Relative Valuation  What is it?: The value of any asset can be estimated by looking at how the market prices “similar” or ‘comparable” assets.  Philosophical Basis: The intrinsic value of an asset is impossible (or close to impossible) to estimate. The value of an asset is whatever the market is willing to pay for it (based upon its characteristics)  Information Needed: To do a relative valuation, you need  an identical asset, or a group of comparable or similar assets  a standardized measure of value (in equity, this is obtained by dividing the price by a common variable, such as earnings or book value)  and if the assets are not perfectly comparable, variables to control for the differences

Categorizing Multiples  Multiples of Earnings  Operating earnings multiples: Enterprise value to EBITDA or EBIT  Enterprise value from recent comparables  EBITDA = total revenue – total expenses  Multiples of Book Value  Capital book multiples: Enterprise value to book capital  E.g. book capital = sum of assets  Multiples of revenues  Enterprise value to Sales  Multiples of users  Enterprise value to customers  Enterprise value to SNS members

The Fundamentals behind Multiples  Every multiple has embedded in it all of the assumptions that underlie DCF valuation.  In particular, your assumptions about growth, risk and cash flow determine your multiple.
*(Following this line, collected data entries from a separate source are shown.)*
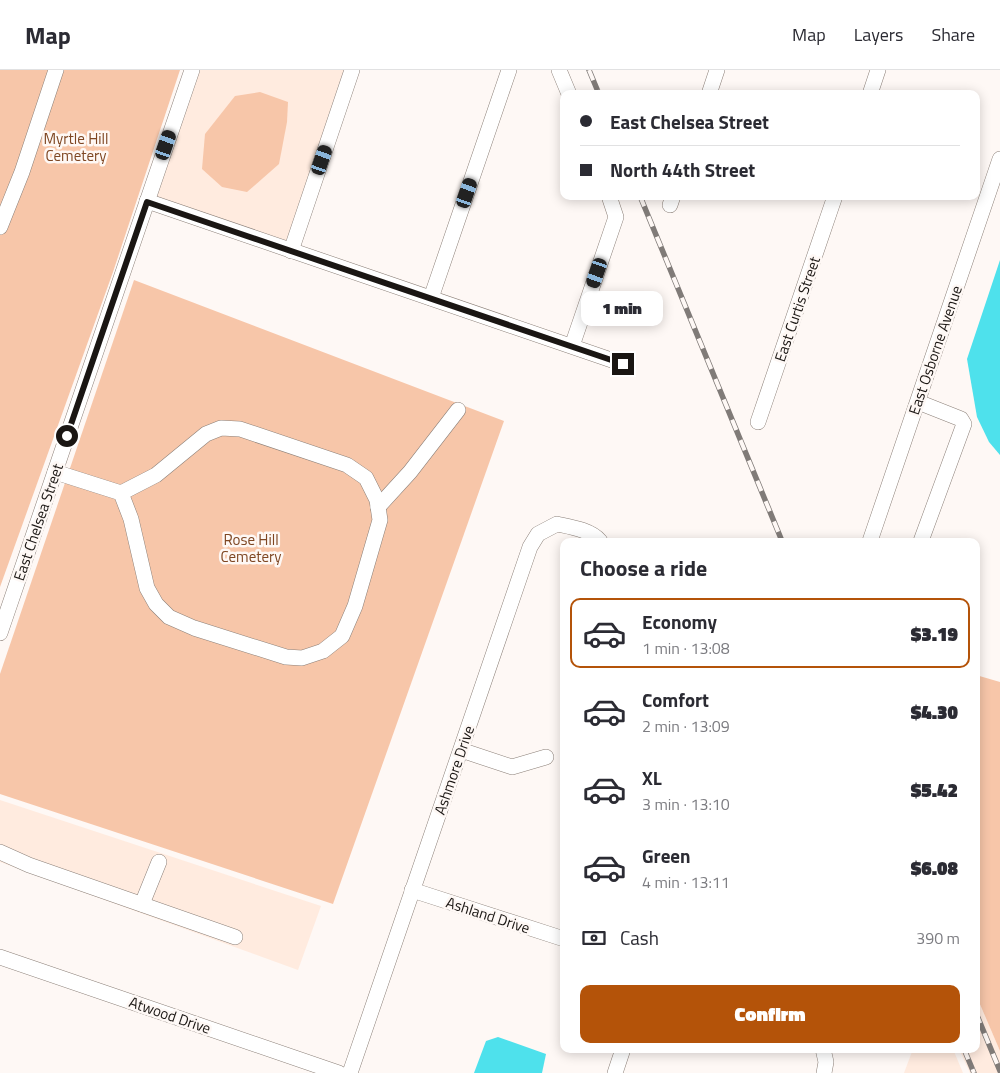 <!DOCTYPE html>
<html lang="en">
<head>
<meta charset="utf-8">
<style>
	:root { --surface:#fff; --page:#f7f7f7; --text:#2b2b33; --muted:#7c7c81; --line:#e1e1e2; --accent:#b45309 }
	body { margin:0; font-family:"Titillium Web",sans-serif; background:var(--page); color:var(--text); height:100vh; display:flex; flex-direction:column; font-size:19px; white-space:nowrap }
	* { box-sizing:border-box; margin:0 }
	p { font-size:16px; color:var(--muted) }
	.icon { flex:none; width:28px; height:28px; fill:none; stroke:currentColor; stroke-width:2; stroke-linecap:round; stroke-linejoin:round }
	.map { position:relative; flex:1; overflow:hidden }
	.details { position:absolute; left:560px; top:468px; width:420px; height:515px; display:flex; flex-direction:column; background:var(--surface); border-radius:10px; box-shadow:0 2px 12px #0003 }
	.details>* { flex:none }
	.guide { position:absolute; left:560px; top:20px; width:420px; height:110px; border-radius:10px; box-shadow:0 2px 12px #0003; display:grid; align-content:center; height:110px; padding:0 20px; background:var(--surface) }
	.end { position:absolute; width:22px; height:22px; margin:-11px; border:6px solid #1a1613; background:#fff; box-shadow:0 0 0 2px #fff }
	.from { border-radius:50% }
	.bubble { position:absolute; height:35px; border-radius:10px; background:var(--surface); box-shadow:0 2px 12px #0003; font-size:16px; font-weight:800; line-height:35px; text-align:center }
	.car { position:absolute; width:15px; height:30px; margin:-15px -8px; border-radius:6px; box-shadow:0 0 4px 1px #0007; background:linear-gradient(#222 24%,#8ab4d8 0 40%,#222 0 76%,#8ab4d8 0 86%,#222 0) }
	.guide b { display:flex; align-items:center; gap:18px; height:48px; font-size:19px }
	.guide b+b { border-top:1px solid var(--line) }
	.guide i { width:12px; height:12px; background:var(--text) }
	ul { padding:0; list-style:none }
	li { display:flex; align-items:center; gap:15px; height:70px; margin:0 10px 8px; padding:0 10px; border:2px solid transparent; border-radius:10px }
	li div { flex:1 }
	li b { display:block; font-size:19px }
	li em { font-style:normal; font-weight:800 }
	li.active { border-color:var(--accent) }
	li>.icon { width:45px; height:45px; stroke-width:1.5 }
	h2 { padding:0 20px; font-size:22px; line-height:60px }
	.pay { display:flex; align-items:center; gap:12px; height:55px; padding:0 20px; font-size:19px }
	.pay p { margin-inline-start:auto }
	.button { display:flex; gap:10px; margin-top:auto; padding:10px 20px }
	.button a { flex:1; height:58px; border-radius:10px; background:var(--accent); color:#fff; font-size:20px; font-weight:800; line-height:58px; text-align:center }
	header { display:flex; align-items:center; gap:30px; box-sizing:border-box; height:70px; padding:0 25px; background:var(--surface); border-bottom:1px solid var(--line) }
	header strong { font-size:24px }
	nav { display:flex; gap:28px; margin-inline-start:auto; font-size:18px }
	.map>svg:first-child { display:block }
	.built { fill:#ffebdf }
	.green { fill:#f7c6a9 }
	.water { fill:#4ee1ec }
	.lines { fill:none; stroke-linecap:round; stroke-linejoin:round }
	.minor-casing { stroke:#8c8079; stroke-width:16 }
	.minor { stroke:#fff; stroke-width:15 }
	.rail-casing { stroke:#807b78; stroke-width:5.5 }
	.rail { stroke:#fef8f5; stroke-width:4; stroke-dasharray:11; stroke-linecap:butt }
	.route { stroke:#1a1613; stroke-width:6 }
	.labels { text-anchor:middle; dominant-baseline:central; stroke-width:5; stroke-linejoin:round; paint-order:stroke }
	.park-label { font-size:15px; fill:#7e4622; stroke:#fef8f5 }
	.street-label { font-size:15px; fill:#1a1613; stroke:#fef8f5 }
</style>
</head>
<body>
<header>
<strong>Map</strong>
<nav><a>Map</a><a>Layers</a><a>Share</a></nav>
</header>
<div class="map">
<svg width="1000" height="1003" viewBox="0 0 1000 1003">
	<rect width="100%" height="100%" fill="#fef8f5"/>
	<!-- built -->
	<g class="built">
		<path d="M200,0H344L286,172L156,128Z"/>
		<path d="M0,730L321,836L298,900L0,792Z"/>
		<path d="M976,925L1000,981V1003H970L959,979H976Z"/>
		<path d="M913,979H953L963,1003H904Z"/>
	</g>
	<!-- green -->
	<g class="green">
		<path d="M0,0H180L113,202L0,517Z"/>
		<path d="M260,22L288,32L287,52L279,94L247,122L222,117L202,99L205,64L235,26Z"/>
		<path d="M134,210L504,351L333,834L0,724V604Z"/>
		<path d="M976,605L1000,612V981L976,925Z"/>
	</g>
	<!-- water -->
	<g class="water">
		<path d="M1000,190V385L989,372L977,347L967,289Z"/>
		<path d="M498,967L546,984L542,1003H474L486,971Z"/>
	</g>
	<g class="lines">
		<defs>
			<g id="minor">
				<path d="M559,0L569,24"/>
				<path d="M709,24L717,0"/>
				<path d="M870,24L878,0"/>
				<path d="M147,131L623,294"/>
				<path d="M670,135L673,126"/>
				<path d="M0,157L22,102L56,0"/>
				<path d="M291,181L352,0"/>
				<path d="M431,228L509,0"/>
				<path d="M572,276L616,147L609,126"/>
				<path d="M918,332L961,349L964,354L921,471"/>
				<path d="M758,352L835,126"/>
				<path d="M55,402L121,423L156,405L206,364L221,358L240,359L347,395L366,408L377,430L380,450L355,536L342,566L323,581L302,588L286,587L194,558L169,547L156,534L147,518L131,449L121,423"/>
				<path d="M378,437L410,402L458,340"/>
				<path d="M870,471L1000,89"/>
				<path d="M0,563L192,0"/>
				<path d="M461,680L512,697L546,687"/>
				<path d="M0,782L29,795L235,867"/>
				<path d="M412,820L564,869"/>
				<path d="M142,834L159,792"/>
				<path d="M0,887L339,1003"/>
				<path d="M823,979L826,992L824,1003"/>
				<path d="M350,1003L530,477L538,464L557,454C571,457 591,460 600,471"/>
				<path d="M615,1003L623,979"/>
			</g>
		</defs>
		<!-- minor casing -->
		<use href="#minor" class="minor-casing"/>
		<!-- minor -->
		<use href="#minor" class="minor"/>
		<defs>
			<g id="rail">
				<path d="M589,0L599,24"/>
				<path d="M640,126L782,471"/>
				<path d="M976,943L1000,1001"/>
				<path d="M964,979L974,1003"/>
			</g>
		</defs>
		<!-- rail casing -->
		<use href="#rail" class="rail-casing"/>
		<!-- rail -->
		<use href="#rail" class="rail"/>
	</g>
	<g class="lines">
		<!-- route -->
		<path class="route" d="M67,366L147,132L623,294"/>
	</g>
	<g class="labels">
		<!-- park labels -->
		<g class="park-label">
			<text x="76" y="68">Myrtle Hill<tspan x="76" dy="17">Cemetery</tspan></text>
			<text x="251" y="469">Rose Hill<tspan x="251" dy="17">Cemetery</tspan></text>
		</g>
		<!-- street labels -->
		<g class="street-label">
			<text transform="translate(797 239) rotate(-71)">East Curtis Street</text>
			<text transform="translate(935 280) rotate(-71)">East Osborne Avenue</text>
			<text transform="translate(38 452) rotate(-71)">East Chelsea Street</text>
			<text transform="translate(454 700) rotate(-71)">Ashmore Drive</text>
			<text transform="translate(488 845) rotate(18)">Ashland Drive</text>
			<text transform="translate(170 945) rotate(19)">Atwood Drive</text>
		</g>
	</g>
</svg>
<i class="end from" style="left:67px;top:366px"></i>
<i class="end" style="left:623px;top:294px"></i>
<div class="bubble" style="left:581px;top:221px;width:82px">1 min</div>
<i class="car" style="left:166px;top:75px;rotate:19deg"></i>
<i class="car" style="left:322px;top:90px;rotate:19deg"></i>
<i class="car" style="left:467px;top:123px;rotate:19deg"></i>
<i class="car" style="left:597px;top:203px;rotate:199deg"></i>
<div class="guide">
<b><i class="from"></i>East Chelsea Street</b>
<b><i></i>North 44th Street</b>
</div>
<section class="details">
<h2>Choose a ride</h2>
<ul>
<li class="active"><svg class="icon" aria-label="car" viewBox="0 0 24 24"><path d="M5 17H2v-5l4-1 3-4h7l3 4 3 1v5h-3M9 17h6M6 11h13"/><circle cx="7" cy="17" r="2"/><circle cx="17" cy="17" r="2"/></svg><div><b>Economy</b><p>1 min · 13:08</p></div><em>$3.19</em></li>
<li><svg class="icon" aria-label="car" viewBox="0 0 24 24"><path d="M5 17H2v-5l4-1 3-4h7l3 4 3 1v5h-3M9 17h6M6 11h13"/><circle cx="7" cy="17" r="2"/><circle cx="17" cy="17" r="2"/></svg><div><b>Comfort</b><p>2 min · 13:09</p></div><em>$4.30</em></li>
<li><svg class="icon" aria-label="car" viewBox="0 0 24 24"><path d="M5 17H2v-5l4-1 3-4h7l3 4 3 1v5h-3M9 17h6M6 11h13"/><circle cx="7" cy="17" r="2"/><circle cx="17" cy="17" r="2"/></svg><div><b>XL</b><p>3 min · 13:10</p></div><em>$5.42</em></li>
<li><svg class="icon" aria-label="car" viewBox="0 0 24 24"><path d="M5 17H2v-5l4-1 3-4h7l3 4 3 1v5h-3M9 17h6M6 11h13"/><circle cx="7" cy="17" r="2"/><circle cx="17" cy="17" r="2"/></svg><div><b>Green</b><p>4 min · 13:11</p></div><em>$6.08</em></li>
</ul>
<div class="pay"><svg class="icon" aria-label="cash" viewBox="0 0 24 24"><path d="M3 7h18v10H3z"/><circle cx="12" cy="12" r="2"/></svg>Cash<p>390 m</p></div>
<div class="button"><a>Confirm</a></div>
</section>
</div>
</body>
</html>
Choosing Comparable firms  If life were simple, the value of a firm would be analyzed by looking at how an exactly identical firm - in terms of risk, growth and cash flows - is priced. In most analyses, however, a comparable firm is defined to be one in the same business as the firm being analyzed.  If there are enough firms in the sector to allow for it, this list will be pruned further using other criteria; for instance, only firms of similar size may be considered. Implicitly, the assumption being made here is that firms in the same sector have similar risk, growth and cash flow profiles and therefore can be compared with much more legitimacy.  Of course, occasionally there are no comparable firms in entrepreneurship! That’s why DCF is a very good fallback.

Myths of valuation  Myth #1: A valuation is an objective search for “true” value.  Truth #1.1: All valuations are biased. The only questions are “how much” and in which direction.  Truth #1.2: The direction and magnitude of the bias in your valuation is directly proportional to who pays you and how much you are paid.  Myth #2: A good valuation provides a precise estimate of value.  Truth #2: There are no precise valuations.  Myth #3: The more quantitative a model, the better the valuation.  Truth #3.1: One’s understanding of a valuation model is inversely proportional to the number of inputs required for the model.  Truth #3.2: Simpler valuation models (i.e. w.r.t. steps in logic) do much better than complex ones.  Truth #3.3: Most importantly, your valuation must be internally consistent. (i.e. w.r.t growth, reinvestment, and risk)

For this Friday:  Please complete the assigned homework. Do your best.  Please re-read the case before class.  There are issues involved beyond the week’s readings. Try to imagine and think carefully about what you would do if you were in the entrepreneur’s shoes.